A program thought of in this way is a fractal-like thing, a program made of little smaller programs, made of smaller programs yet. However, there’s no guarantee that each of these smaller programs will treat of a piece of data in exactly the same way as others. In addition to any initial validation, any top-level inputs which cause other inputs to be given to sub-programs where they are not properly handled are similarly considered not well defined. Consider these three approaches to making your program safer by reducing the size of incorrect input space:

First, you can increase the size of the blue circle with explicit input checking.
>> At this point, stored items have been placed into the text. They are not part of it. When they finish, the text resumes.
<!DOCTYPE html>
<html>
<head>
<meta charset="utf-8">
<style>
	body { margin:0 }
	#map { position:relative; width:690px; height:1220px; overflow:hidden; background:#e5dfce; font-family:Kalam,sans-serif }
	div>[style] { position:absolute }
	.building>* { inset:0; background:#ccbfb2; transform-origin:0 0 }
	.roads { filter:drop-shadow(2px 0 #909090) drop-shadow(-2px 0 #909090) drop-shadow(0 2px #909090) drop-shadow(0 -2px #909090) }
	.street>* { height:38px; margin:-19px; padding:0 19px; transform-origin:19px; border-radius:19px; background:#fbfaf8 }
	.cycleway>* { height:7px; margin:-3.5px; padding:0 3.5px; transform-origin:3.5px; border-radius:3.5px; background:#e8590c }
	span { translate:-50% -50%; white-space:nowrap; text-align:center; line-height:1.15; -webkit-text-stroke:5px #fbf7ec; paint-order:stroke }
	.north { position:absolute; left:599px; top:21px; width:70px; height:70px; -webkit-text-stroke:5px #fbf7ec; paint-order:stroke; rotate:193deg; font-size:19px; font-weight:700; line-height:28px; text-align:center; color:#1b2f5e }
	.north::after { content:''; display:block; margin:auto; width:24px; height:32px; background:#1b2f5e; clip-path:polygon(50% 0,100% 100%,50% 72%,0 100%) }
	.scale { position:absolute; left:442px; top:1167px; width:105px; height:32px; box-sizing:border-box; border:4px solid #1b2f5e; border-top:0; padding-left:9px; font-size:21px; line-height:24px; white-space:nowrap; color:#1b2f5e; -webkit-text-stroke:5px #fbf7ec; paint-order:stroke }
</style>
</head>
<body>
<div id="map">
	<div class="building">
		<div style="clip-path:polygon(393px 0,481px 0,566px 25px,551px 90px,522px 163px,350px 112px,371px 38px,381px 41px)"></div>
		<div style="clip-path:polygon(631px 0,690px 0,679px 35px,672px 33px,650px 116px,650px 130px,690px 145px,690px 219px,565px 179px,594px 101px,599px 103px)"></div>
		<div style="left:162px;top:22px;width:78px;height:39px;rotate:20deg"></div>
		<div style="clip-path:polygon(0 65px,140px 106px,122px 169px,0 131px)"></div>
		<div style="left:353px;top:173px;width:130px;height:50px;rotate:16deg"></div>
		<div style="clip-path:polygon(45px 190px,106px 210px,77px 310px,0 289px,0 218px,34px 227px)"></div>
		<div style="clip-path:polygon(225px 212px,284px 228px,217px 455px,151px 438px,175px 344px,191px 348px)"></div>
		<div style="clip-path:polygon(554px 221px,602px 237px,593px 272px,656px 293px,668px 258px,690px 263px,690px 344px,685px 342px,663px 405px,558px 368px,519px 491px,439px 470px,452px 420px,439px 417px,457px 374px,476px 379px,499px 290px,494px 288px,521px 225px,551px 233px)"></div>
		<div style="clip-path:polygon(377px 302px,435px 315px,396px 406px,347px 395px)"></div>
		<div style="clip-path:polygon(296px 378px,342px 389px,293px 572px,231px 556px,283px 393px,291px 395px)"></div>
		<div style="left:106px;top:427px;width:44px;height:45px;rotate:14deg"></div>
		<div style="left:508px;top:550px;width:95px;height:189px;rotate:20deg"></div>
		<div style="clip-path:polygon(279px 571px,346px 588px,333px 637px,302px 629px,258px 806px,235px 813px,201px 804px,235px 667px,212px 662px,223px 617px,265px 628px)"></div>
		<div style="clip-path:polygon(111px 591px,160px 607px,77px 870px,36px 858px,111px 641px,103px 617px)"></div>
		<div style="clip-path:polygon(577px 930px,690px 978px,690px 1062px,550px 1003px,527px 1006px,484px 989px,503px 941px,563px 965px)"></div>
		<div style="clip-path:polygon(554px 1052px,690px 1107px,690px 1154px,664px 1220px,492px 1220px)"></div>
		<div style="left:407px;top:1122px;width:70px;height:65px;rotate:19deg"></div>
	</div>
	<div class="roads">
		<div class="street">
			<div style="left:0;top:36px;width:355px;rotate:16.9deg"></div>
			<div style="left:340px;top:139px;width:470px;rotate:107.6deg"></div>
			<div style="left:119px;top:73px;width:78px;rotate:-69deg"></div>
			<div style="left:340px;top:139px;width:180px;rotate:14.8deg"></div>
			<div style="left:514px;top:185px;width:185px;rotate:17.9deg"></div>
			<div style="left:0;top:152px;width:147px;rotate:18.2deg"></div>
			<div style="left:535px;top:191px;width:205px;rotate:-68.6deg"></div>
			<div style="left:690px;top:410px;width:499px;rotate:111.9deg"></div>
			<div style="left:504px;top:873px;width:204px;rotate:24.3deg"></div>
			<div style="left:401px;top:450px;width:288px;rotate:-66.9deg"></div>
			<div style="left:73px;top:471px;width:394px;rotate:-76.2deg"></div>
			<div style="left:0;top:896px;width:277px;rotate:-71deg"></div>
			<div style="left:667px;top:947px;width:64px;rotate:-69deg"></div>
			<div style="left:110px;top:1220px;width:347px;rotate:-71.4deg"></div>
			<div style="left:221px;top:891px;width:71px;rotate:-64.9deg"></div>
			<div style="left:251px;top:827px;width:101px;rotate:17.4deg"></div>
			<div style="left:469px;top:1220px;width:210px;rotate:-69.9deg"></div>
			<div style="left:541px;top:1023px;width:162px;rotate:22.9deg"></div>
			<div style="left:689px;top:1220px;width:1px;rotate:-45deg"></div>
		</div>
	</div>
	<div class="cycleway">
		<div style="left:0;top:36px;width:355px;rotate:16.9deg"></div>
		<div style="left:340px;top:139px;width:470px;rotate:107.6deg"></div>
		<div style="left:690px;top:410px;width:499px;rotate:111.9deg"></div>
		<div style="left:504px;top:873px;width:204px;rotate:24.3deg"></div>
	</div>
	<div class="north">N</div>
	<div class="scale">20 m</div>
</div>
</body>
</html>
This means numerous validations to ensure the program exits with proper notification when incorrect inputs are given. However, the program is fractal, and so if we want to be safe we’ll need to reproduce many of these checks fractally. A great example of this is handling null values and we all know how that turns out.

Another approach is to shrink the size of the red circle. We can do this by making fewer incorrect states representable with types. Because we know that all of the potential states are valid once encoded, we only need to do our checks once while marshalling our data into a well-typed representation. This eliminates almost all need for repeated validation, limited only by how far your type system will take you. Even better, with newer language features (such as F# type providers) we can eliminate much of this marshalling phase, this is however similarly limited by how far the schema of the data will take you.

A third approach, available only in some situations but which I find extremely fascinating, is to build everything in such a way as the entire program logs the error and resets its state when an incorrect input is found. Most paradoxically, in this case the more fragile you make your system, the safer it is (as long as you ensure that external state changes are the very last thing done, and that they’re done transactionally). This seems to be the Erlang philosophy and the only flaw I can find with it is shared with most type systems. That is, you can’t implicitly account for ambiguous inputs or state spaces that your type system can’t constrain.